▶ _What you need to do_: Produce an exact transcription of the data, with the images left out.

▶ _Source material_:
========================

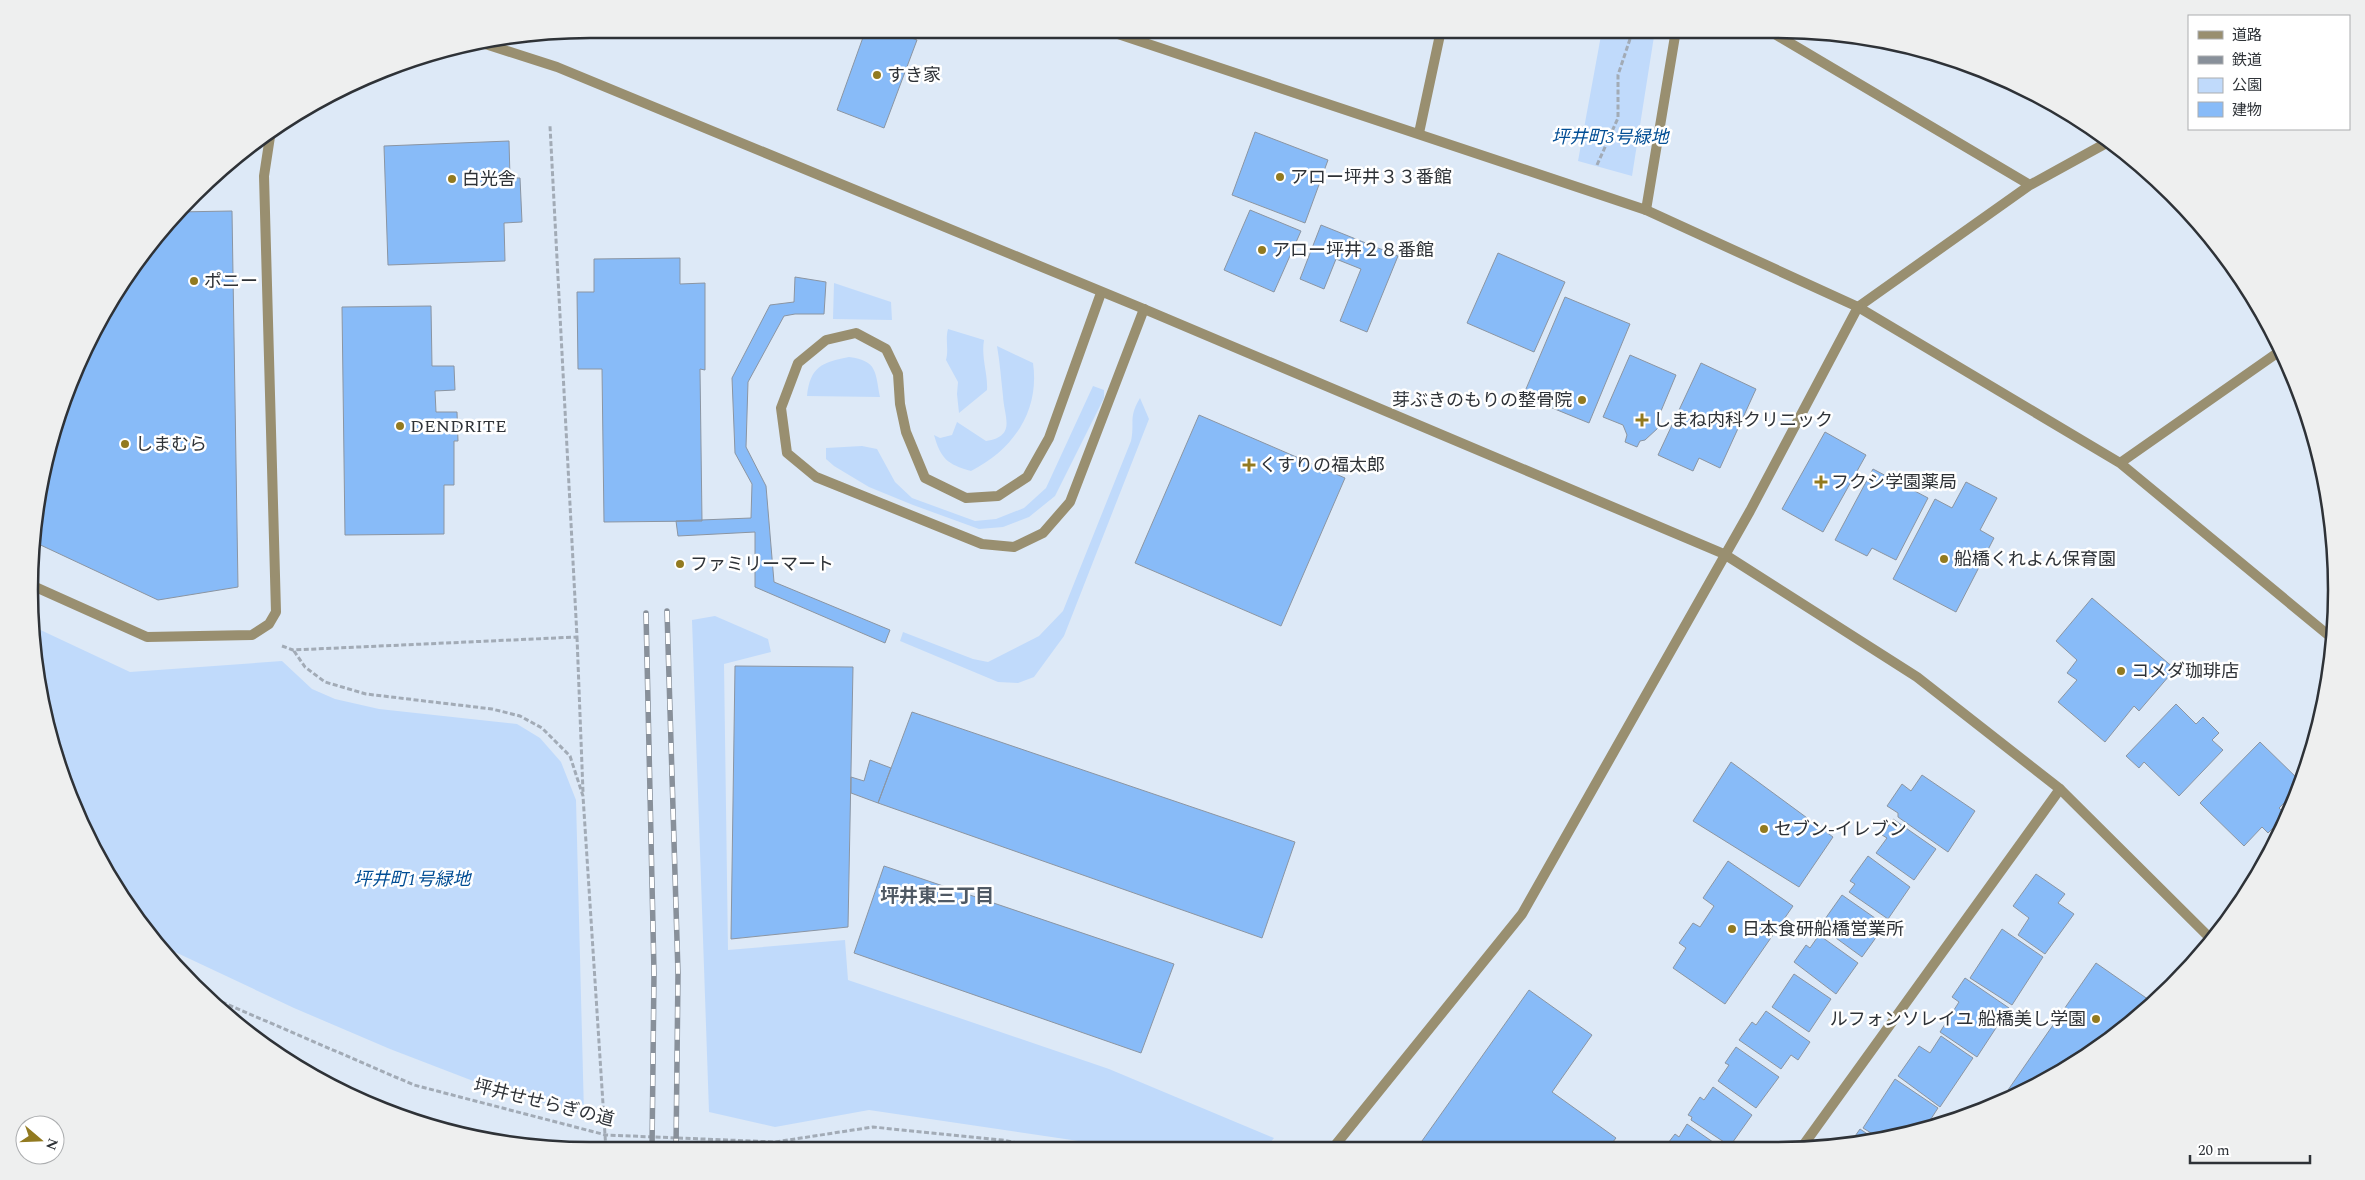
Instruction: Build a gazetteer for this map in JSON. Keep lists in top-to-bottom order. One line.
{"streets":{"path":["坪井せせらぎの道"]},"districts":["坪井東三丁目"],"parks":["坪井町3号緑地","坪井町1号緑地"],"places":{"other":["すき家","アロー坪井３３番館","白光舎","アロー坪井２８番館","ポニー","芽ぶきのもりの整骨院","DENDRITE","しまむら","船橋くれよん保育園","ファミリーマート","コメダ珈琲店","セブン-イレブン","日本食研船橋営業所","ルフォンソレイユ 船橋美し学園"],"health":["しまね内科クリニック","くすりの福太郎","フクシ学園薬局"]},"legend":["道路","鉄道","公園","建物"],"scale_bar":"20 m","north":"right"}
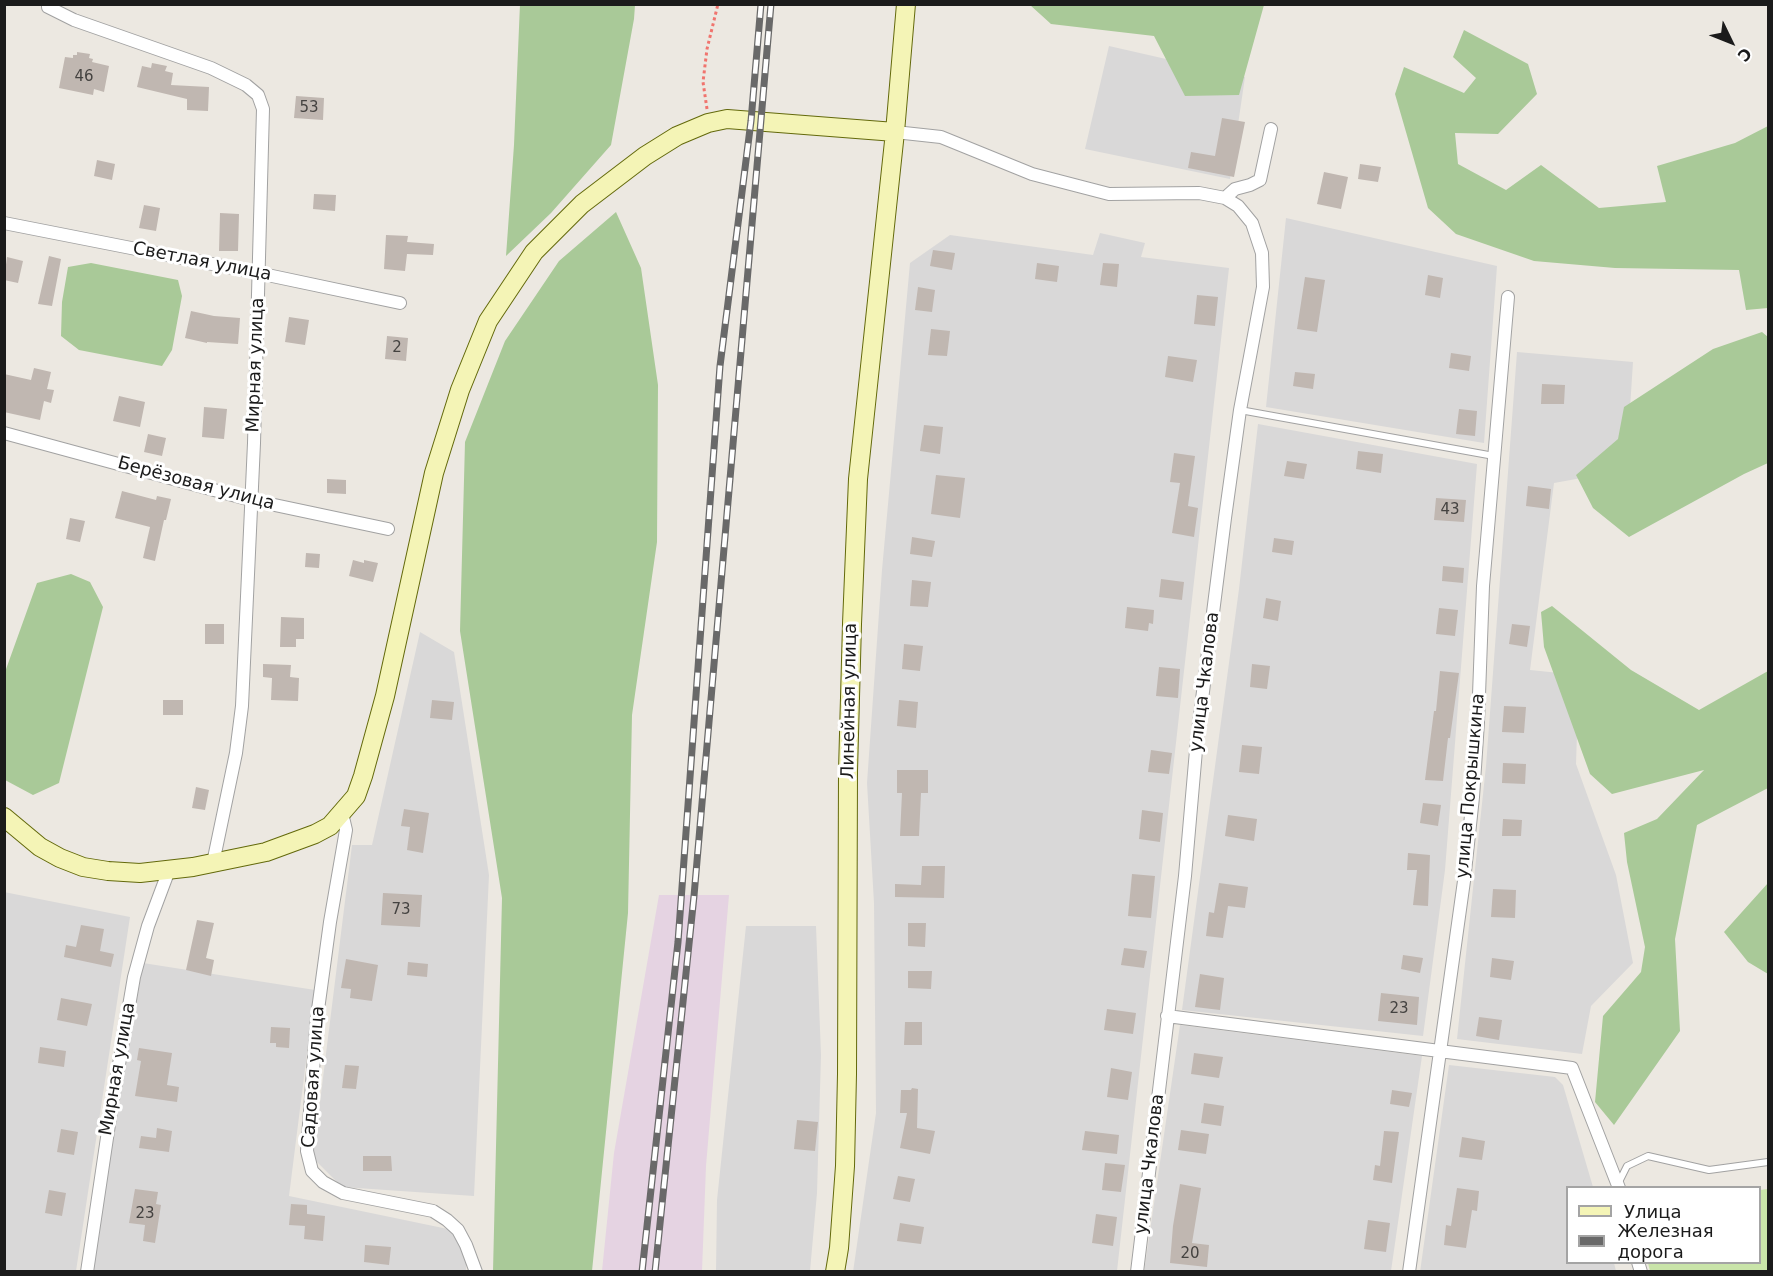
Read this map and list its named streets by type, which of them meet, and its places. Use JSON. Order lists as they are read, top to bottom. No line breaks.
{"streets":{"street":["Светлая улица","Мирная улица","Берёзовая улица","улица Чкалова","Линейная улица","улица Покрышкина","Садовая улица"]},"crossings":[["Светлая улица","Мирная улица"],["Мирная улица","Берёзовая улица"]],"house_numbers":["46","53","2","43","73","23","23","20"],"legend":["Улица","Железная дорога"],"north":"bottom right"}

========================

▶ _Result of this exercise_:
Instruction: Build a gazetteer for this map in JSON. Keep lists in top-to-bottom order. One line.
{"streets":{"path":["坪井せせらぎの道"]},"districts":["坪井東三丁目"],"parks":["坪井町3号緑地","坪井町1号緑地"],"places":{"other":["すき家","アロー坪井３３番館","白光舎","アロー坪井２８番館","ポニー","芽ぶきのもりの整骨院","DENDRITE","しまむら","船橋くれよん保育園","ファミリーマート","コメダ珈琲店","セブン-イレブン","日本食研船橋営業所","ルフォンソレイユ 船橋美し学園"],"health":["しまね内科クリニック","くすりの福太郎","フクシ学園薬局"]},"legend":["道路","鉄道","公園","建物"],"scale_bar":"20 m","north":"right"}
Read this map and list its named streets by type, which of them meet, and its places. Use JSON. Order lists as they are read, top to bottom. No line breaks.
{"streets":{"street":["Светлая улица","Мирная улица","Берёзовая улица","улица Чкалова","Линейная улица","улица Покрышкина","Садовая улица"]},"crossings":[["Светлая улица","Мирная улица"],["Мирная улица","Берёзовая улица"]],"house_numbers":["46","53","2","43","73","23","23","20"],"legend":["Улица","Железная дорога"],"north":"bottom right"}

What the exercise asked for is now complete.